TASK GOAL
Pull out every line below holding the word "index".

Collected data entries
==*==
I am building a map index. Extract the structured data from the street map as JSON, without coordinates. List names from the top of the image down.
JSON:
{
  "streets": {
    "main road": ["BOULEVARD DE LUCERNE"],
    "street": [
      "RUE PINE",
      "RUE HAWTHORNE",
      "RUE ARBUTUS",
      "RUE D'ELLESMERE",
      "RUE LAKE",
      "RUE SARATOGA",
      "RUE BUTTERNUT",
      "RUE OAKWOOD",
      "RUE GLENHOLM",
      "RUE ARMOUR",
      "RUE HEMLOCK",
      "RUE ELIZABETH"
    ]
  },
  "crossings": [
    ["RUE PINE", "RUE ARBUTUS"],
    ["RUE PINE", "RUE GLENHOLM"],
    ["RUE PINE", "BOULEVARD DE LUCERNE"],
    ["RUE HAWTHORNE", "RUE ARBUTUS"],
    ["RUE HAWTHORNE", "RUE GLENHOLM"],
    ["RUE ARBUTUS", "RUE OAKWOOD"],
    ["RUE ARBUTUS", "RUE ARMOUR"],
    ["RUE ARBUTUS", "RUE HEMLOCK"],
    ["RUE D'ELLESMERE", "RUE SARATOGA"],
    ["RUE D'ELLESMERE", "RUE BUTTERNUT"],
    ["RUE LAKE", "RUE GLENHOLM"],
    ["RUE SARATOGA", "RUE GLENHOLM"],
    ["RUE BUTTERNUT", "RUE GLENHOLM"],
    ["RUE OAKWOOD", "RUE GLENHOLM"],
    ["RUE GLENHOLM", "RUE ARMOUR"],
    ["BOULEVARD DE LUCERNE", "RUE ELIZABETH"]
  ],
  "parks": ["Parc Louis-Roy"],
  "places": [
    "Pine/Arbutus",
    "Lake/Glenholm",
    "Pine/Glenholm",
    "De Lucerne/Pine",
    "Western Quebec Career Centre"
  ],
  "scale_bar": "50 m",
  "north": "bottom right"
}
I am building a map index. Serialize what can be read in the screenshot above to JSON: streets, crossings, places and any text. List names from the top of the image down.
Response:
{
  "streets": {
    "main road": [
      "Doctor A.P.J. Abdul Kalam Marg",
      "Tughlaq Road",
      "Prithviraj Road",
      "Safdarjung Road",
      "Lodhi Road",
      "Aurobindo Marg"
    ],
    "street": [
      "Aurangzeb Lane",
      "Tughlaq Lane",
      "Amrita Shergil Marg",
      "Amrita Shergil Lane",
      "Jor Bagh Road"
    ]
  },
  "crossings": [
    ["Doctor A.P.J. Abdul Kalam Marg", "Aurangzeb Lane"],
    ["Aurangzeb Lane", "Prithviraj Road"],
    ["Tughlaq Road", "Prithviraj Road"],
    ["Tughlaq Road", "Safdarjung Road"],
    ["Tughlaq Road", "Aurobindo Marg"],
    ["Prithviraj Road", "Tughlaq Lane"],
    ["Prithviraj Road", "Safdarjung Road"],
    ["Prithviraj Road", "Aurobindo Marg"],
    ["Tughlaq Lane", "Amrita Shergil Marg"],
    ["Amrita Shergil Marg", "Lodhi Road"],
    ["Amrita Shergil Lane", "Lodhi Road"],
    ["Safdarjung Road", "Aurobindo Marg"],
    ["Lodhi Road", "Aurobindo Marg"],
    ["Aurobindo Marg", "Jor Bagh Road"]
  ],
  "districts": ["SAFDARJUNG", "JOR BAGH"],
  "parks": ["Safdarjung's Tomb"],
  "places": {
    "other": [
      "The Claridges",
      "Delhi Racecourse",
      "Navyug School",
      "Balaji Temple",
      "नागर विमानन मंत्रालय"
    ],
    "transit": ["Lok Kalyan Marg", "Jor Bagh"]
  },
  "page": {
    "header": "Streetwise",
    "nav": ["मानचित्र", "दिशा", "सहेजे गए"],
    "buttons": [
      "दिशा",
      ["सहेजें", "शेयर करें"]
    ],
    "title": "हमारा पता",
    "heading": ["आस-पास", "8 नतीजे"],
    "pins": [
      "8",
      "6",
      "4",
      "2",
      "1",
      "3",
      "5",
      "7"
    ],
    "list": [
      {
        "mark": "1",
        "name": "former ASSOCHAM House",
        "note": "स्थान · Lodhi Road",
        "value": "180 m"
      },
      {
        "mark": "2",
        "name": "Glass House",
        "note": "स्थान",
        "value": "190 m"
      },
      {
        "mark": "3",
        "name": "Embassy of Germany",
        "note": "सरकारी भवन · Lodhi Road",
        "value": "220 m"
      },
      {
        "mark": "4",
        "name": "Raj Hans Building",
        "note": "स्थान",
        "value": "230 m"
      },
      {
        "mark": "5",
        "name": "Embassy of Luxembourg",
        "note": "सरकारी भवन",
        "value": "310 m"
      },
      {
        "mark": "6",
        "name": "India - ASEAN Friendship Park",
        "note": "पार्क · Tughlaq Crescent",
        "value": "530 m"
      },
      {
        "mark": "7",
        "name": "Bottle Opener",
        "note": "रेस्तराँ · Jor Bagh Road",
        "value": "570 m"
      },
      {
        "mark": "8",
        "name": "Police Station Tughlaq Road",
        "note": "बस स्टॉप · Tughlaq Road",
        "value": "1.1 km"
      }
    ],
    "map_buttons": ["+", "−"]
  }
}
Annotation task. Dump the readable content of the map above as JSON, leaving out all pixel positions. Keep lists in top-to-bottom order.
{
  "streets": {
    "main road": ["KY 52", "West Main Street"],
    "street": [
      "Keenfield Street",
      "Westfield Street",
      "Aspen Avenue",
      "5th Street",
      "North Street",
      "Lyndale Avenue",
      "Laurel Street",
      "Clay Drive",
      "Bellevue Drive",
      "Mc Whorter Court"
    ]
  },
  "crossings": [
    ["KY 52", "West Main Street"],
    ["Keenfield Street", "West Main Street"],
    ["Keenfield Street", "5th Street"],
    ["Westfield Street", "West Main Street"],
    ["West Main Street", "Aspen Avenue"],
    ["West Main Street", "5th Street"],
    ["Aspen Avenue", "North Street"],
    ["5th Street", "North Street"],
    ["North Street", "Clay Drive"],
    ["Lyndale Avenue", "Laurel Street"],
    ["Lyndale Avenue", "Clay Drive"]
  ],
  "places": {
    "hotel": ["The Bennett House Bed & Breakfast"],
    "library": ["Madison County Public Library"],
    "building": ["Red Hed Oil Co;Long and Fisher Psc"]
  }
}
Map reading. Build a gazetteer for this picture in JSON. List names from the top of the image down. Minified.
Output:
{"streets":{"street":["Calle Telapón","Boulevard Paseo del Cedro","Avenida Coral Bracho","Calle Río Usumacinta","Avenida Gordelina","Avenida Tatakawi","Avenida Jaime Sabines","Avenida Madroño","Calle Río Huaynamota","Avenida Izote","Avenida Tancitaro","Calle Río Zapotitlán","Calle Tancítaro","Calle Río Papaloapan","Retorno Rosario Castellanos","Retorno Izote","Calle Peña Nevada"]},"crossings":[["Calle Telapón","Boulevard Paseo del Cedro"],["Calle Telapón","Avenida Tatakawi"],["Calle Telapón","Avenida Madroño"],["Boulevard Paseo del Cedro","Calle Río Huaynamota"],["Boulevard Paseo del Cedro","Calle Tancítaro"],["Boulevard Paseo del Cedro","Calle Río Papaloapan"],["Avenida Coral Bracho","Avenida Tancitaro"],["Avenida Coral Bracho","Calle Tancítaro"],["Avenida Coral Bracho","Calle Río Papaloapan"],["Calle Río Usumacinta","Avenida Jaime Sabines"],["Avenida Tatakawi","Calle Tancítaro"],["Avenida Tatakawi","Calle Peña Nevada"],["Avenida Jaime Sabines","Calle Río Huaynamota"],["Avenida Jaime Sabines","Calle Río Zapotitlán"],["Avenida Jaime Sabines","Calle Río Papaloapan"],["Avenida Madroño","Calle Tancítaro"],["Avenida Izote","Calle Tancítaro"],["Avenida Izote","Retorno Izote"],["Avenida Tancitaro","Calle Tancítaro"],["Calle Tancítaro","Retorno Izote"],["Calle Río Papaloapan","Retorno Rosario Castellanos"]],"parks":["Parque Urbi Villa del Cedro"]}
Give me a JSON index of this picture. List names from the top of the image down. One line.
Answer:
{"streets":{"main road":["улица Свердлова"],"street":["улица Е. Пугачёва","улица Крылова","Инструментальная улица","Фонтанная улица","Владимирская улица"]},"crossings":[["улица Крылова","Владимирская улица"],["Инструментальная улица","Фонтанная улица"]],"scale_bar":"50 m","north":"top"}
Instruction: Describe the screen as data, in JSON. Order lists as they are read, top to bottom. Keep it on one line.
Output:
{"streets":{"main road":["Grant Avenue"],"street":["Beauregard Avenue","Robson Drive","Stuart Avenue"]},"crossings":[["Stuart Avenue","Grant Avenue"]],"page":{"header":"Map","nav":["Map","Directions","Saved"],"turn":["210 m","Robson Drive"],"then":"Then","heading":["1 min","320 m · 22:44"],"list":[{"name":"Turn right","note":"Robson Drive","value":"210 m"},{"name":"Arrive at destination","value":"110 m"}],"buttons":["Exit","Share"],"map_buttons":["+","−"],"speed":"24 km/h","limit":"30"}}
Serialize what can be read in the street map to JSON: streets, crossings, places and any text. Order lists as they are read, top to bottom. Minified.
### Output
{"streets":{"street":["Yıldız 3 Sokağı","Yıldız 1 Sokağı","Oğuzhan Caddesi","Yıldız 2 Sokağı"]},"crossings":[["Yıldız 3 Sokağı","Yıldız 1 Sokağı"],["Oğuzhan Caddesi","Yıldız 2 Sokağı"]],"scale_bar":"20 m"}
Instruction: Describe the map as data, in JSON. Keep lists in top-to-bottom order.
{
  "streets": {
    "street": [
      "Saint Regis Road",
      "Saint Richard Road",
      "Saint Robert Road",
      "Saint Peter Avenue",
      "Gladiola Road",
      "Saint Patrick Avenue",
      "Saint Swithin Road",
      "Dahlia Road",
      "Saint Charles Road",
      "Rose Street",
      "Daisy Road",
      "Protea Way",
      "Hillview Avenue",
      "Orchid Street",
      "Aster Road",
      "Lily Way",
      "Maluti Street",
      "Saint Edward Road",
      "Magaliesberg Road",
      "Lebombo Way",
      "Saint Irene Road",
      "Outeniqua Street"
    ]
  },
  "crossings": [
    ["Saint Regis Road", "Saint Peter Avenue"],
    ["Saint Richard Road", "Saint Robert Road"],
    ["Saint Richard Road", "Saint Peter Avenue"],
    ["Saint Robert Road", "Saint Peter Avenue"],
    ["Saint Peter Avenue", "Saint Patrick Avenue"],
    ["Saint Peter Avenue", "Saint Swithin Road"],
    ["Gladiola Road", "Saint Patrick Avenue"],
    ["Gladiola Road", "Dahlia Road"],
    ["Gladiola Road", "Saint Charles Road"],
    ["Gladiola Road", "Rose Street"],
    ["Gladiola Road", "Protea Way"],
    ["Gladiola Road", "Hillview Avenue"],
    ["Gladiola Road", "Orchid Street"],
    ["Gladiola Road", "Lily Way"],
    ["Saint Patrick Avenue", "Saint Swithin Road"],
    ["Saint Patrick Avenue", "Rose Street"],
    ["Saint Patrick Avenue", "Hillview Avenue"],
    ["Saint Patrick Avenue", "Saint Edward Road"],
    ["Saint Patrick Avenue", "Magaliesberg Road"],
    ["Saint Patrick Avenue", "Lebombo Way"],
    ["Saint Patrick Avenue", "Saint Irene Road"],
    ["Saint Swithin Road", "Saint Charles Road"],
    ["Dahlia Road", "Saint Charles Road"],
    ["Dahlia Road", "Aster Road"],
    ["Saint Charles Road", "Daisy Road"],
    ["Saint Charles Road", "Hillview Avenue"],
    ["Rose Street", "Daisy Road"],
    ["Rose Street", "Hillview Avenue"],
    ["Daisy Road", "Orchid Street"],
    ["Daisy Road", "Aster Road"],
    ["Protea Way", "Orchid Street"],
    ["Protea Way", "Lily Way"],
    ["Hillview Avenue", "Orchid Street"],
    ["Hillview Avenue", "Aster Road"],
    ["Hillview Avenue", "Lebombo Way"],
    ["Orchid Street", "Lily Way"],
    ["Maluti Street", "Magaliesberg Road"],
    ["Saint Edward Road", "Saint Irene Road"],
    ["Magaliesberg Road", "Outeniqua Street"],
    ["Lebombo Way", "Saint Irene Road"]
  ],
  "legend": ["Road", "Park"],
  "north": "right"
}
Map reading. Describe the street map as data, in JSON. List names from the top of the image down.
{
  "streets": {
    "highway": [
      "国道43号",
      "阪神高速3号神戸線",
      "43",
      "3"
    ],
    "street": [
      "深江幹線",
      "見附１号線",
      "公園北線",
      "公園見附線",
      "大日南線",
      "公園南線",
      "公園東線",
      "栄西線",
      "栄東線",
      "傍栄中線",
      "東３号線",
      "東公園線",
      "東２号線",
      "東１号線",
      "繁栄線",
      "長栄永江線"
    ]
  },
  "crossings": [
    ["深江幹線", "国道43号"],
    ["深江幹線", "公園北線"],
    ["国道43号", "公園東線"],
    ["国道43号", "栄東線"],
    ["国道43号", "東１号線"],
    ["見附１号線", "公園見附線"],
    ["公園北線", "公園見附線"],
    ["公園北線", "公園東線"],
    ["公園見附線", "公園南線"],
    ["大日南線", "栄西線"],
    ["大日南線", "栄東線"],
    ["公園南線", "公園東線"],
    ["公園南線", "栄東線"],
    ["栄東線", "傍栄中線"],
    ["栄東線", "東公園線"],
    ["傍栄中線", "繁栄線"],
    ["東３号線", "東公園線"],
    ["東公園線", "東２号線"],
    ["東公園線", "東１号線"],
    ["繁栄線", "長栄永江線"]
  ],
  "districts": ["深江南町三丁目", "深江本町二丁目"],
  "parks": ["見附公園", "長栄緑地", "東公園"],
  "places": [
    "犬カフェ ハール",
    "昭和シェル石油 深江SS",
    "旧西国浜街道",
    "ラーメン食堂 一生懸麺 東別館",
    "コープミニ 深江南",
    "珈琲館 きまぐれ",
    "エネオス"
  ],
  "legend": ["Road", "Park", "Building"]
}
==*==
WRITTEN RESPONSE
I am building a map index. Extract the structured data from the street map as JSON, without coordinates. List names from the top of the image down.
I am building a map index. Serialize what can be read in the screenshot above to JSON: streets, crossings, places and any text. List names from the top of the image down.
Give me a JSON index of this picture. List names from the top of the image down. One line.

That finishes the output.